:: Records ::

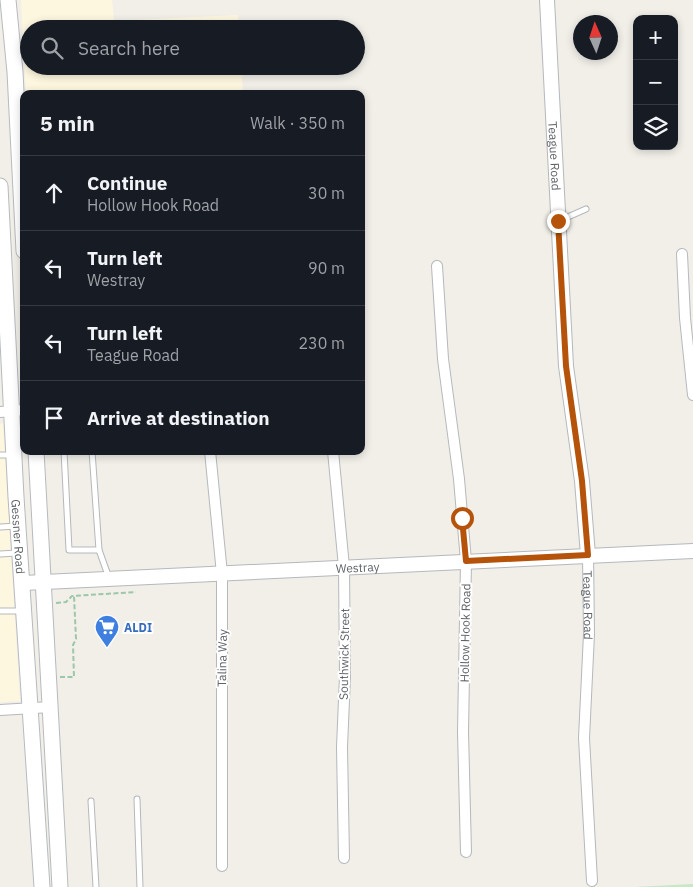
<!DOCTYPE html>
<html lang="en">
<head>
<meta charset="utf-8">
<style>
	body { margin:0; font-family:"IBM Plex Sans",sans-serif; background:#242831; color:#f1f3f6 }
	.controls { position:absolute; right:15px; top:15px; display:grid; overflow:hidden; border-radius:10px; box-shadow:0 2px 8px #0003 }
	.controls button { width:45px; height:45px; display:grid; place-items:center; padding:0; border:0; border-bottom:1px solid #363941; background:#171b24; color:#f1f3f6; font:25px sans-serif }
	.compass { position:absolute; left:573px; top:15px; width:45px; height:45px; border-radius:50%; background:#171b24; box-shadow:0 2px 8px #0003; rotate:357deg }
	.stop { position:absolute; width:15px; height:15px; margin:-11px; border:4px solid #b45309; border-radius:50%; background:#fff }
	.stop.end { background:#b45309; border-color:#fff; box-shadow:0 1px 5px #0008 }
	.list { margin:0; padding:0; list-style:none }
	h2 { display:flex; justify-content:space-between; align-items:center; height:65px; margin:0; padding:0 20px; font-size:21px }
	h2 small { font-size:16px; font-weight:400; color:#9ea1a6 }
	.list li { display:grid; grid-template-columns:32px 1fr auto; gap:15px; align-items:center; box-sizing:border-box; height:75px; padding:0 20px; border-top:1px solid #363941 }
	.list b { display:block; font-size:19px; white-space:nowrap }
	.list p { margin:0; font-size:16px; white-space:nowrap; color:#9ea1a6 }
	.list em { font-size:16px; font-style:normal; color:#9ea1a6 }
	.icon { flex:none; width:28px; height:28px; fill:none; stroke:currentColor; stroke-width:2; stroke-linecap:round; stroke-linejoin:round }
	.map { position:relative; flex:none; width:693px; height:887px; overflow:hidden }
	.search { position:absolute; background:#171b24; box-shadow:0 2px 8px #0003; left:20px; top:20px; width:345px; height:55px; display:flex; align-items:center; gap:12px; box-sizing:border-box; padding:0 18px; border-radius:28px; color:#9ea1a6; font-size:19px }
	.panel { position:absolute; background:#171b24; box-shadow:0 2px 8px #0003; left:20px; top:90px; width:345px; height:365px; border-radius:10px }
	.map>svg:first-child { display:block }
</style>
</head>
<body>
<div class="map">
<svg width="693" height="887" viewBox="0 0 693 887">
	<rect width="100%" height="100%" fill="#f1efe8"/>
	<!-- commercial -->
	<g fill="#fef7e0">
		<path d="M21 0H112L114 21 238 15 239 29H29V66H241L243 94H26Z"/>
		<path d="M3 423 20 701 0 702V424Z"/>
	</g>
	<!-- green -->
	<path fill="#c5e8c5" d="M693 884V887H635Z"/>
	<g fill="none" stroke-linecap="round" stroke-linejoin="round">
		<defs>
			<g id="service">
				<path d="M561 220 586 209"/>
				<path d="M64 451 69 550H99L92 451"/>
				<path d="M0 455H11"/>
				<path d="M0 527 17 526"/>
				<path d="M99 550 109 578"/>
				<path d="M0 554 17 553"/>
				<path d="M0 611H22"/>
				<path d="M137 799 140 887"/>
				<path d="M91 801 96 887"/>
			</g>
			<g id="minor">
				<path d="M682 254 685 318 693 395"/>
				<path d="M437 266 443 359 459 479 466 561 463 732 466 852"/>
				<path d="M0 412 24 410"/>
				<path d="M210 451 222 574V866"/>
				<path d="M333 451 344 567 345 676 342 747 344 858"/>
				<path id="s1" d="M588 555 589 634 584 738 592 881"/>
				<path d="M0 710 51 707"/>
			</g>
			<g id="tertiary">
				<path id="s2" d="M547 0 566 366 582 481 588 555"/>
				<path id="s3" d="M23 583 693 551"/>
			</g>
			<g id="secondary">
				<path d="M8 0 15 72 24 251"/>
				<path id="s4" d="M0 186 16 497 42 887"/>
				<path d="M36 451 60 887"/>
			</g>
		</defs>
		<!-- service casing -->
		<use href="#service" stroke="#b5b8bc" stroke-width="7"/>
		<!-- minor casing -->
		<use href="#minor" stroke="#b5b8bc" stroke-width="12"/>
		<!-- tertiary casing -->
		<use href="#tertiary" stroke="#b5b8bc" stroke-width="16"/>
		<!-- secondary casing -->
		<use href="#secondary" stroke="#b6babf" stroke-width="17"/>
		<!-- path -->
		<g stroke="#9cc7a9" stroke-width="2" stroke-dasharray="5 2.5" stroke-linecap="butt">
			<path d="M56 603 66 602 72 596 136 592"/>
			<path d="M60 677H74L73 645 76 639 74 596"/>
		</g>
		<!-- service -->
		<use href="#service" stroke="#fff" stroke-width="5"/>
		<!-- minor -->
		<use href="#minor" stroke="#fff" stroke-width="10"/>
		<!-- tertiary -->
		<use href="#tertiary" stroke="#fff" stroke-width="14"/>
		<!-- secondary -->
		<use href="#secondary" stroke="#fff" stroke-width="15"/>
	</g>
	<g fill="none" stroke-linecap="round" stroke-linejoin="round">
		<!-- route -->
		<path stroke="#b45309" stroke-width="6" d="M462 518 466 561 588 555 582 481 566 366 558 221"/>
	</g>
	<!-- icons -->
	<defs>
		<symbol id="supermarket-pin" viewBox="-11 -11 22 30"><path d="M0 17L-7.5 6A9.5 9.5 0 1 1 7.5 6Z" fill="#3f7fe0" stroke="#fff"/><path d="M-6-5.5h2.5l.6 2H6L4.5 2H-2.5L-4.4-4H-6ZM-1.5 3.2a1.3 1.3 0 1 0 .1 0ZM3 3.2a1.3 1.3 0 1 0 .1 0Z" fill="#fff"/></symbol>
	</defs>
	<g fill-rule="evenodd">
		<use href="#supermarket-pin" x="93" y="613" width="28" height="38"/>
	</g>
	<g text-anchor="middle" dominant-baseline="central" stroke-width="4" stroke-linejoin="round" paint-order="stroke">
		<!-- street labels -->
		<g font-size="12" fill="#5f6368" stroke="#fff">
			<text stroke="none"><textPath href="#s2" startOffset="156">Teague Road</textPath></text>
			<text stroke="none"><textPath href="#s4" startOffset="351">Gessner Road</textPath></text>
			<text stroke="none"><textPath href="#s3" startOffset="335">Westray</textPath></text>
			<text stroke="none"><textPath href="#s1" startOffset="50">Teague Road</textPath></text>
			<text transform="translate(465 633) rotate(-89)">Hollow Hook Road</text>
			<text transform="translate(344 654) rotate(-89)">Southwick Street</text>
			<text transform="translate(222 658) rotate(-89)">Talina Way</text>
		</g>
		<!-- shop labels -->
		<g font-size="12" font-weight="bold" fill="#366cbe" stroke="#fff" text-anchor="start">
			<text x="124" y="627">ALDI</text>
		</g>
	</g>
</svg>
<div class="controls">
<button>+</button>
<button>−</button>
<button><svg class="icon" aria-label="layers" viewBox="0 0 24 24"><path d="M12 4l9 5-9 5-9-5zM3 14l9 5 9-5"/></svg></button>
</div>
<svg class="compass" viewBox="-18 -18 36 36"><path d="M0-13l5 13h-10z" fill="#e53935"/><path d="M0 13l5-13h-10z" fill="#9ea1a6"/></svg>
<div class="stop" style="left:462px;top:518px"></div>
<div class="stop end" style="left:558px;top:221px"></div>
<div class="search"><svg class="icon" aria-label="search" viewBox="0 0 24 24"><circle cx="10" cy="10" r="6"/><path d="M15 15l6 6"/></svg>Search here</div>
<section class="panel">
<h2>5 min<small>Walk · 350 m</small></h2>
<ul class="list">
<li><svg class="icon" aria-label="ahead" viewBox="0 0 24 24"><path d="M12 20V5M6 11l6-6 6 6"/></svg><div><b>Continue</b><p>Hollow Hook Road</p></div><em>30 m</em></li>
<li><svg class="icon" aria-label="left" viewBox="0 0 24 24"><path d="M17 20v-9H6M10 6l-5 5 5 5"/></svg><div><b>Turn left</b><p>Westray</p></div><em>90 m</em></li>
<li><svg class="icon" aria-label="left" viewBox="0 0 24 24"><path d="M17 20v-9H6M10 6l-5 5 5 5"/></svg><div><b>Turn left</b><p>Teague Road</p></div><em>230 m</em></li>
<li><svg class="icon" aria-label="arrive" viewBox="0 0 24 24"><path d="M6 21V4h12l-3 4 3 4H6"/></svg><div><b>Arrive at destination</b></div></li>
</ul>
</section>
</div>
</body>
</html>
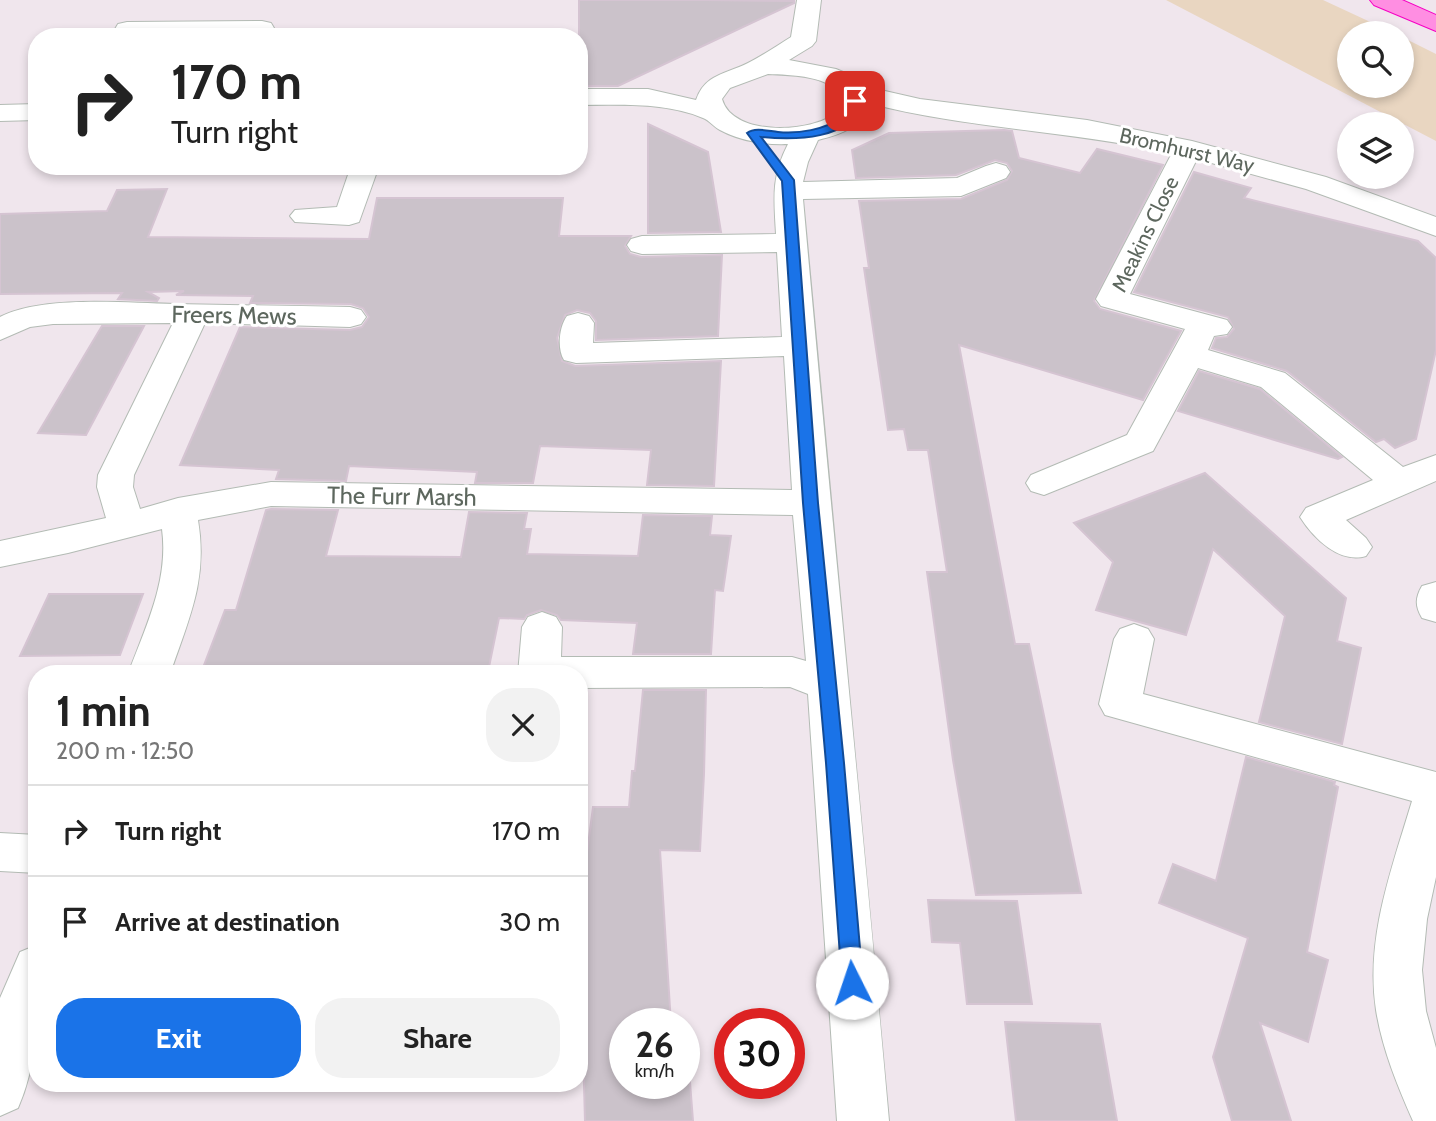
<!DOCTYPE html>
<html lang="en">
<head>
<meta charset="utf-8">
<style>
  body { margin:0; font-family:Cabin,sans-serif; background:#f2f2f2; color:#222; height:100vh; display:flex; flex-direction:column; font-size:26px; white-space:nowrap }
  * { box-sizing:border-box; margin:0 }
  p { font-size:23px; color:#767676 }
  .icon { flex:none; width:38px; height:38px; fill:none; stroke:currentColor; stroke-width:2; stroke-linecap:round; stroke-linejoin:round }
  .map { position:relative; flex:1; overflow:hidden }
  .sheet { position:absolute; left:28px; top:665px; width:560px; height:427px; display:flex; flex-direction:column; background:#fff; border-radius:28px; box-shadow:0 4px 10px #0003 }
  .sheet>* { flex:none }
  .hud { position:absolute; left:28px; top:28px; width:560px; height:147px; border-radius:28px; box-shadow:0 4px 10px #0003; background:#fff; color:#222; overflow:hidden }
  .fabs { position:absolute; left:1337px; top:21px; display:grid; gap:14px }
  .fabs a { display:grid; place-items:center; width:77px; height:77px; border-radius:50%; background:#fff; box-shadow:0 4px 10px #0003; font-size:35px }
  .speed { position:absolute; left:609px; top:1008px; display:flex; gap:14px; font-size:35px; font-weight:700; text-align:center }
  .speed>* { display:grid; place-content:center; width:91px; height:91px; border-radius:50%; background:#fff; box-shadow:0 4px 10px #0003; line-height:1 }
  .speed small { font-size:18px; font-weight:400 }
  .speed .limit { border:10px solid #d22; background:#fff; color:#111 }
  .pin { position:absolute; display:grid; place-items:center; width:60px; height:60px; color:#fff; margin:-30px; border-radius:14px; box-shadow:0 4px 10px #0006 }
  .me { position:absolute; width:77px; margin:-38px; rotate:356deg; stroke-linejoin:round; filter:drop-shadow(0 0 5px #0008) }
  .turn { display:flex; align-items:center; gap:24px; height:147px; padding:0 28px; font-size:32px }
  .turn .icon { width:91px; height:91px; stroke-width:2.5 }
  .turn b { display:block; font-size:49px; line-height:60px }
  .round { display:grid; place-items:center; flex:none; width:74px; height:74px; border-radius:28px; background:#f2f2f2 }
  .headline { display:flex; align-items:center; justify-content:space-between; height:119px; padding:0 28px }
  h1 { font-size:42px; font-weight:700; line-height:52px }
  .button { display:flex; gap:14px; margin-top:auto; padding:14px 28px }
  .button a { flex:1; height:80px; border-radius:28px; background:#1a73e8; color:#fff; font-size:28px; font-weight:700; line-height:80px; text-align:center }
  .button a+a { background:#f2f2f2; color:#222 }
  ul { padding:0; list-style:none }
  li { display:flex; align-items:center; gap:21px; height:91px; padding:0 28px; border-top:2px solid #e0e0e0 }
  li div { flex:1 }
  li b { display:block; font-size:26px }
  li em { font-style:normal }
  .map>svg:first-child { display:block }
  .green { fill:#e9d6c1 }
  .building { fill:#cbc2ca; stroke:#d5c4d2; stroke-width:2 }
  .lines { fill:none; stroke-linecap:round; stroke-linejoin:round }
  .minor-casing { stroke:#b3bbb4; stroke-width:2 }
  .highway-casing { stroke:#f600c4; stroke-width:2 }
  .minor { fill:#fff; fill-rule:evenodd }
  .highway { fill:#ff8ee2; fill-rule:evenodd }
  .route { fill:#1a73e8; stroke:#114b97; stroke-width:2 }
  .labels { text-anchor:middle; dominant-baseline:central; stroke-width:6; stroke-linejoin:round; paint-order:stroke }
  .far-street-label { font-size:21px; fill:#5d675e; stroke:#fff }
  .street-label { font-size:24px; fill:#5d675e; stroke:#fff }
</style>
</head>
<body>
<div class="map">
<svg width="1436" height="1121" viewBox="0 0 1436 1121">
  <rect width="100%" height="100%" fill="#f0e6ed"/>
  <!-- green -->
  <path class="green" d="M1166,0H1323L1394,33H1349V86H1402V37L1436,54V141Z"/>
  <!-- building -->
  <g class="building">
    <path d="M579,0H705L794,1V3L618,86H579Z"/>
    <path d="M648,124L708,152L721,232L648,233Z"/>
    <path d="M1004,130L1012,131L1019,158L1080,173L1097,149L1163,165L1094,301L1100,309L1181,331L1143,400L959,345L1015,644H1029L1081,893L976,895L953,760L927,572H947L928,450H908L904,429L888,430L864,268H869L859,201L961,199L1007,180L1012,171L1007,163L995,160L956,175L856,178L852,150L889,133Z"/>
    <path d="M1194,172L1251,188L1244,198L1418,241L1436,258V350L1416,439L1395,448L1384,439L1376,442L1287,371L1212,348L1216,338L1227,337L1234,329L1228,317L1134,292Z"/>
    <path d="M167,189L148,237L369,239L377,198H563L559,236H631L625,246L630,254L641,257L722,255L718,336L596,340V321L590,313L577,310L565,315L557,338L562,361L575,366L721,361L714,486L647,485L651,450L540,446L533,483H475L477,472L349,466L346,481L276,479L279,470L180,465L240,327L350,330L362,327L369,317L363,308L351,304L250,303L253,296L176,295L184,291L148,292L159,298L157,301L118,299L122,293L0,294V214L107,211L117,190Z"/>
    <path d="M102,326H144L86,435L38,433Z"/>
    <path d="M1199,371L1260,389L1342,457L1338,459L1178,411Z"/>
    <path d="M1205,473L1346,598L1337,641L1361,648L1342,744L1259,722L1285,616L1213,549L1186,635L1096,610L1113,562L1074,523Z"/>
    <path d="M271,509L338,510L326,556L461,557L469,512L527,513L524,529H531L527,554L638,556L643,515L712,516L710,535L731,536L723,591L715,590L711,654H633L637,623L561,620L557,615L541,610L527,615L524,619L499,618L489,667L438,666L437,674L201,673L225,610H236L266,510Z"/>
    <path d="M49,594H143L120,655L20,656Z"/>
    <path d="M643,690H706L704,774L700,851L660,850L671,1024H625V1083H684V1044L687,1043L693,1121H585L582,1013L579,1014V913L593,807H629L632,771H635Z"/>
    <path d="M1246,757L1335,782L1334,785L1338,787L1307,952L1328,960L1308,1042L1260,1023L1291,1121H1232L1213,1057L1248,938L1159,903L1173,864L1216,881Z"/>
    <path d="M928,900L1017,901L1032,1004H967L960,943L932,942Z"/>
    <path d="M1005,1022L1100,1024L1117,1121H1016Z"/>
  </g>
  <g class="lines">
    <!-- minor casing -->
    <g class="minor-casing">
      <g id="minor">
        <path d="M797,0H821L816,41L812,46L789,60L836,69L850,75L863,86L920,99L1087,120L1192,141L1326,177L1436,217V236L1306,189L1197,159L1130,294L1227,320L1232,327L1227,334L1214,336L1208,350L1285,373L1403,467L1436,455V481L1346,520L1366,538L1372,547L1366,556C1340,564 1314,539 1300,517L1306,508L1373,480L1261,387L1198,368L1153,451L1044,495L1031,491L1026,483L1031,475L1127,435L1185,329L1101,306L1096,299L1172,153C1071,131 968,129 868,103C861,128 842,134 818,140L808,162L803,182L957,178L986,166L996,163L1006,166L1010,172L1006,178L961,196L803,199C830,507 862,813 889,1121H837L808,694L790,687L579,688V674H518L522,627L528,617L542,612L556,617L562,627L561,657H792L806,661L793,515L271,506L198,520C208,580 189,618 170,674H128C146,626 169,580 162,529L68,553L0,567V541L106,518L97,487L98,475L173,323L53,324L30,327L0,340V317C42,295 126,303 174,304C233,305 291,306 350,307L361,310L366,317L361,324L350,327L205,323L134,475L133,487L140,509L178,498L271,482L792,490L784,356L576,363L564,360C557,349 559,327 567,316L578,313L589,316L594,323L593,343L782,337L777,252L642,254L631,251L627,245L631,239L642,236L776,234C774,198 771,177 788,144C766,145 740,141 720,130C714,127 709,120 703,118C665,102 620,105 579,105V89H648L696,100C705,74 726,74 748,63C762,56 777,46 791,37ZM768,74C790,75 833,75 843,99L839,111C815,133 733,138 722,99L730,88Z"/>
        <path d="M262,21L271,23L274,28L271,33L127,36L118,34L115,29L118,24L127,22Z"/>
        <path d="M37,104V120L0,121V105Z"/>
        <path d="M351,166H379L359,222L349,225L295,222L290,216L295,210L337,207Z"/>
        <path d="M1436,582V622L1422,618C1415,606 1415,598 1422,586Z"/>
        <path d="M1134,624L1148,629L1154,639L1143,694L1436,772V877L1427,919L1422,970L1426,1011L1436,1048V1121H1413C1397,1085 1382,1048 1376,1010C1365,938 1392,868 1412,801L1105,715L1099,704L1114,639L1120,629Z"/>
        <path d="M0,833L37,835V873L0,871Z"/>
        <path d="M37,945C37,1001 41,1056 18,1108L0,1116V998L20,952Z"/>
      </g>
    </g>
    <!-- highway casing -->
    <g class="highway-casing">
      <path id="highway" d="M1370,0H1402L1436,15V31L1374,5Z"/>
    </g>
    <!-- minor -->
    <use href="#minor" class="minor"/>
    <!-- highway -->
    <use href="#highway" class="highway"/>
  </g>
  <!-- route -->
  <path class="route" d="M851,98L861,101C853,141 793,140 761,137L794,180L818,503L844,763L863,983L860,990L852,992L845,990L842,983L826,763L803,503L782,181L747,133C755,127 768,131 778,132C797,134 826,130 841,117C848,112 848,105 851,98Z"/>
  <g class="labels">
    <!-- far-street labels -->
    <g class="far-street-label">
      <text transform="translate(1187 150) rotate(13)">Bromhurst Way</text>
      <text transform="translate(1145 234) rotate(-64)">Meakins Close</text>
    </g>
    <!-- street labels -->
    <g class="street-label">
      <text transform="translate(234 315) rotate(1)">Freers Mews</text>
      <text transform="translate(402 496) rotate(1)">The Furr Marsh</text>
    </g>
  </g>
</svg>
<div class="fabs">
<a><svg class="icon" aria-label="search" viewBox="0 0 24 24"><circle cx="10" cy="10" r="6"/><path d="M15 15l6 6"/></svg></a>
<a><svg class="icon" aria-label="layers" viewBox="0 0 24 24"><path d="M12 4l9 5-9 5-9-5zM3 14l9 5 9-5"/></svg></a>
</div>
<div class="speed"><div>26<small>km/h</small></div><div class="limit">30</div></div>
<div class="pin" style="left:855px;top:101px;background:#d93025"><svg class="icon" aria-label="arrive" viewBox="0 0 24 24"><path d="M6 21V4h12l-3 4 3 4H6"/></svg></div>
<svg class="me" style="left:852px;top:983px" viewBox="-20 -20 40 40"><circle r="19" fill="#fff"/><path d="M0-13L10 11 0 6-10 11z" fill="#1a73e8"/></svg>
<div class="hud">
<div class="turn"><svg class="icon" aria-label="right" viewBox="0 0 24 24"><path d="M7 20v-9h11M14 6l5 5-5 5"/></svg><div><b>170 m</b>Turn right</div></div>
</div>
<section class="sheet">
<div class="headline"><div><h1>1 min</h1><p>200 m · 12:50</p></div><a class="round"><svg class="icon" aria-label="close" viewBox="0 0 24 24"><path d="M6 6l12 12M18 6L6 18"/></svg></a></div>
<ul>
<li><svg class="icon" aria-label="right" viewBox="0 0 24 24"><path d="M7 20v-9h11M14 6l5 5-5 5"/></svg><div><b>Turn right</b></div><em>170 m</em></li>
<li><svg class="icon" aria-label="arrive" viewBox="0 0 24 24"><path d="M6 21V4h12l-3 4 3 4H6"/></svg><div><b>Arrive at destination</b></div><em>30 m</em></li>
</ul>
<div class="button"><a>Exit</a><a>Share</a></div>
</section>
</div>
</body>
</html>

:::

Aim of the task:
Of all the entries above, output exactly the lines between the one holding "display:block; font-size:19px; white-space:nowrap" and the one holding "font-size:16px; font-style:normal; color:#9ea1a6", inclusive.

Solution:
	.list b { display:block; font-size:19px; white-space:nowrap }
	.list p { margin:0; font-size:16px; white-space:nowrap; color:#9ea1a6 }
	.list em { font-size:16px; font-style:normal; color:#9ea1a6 }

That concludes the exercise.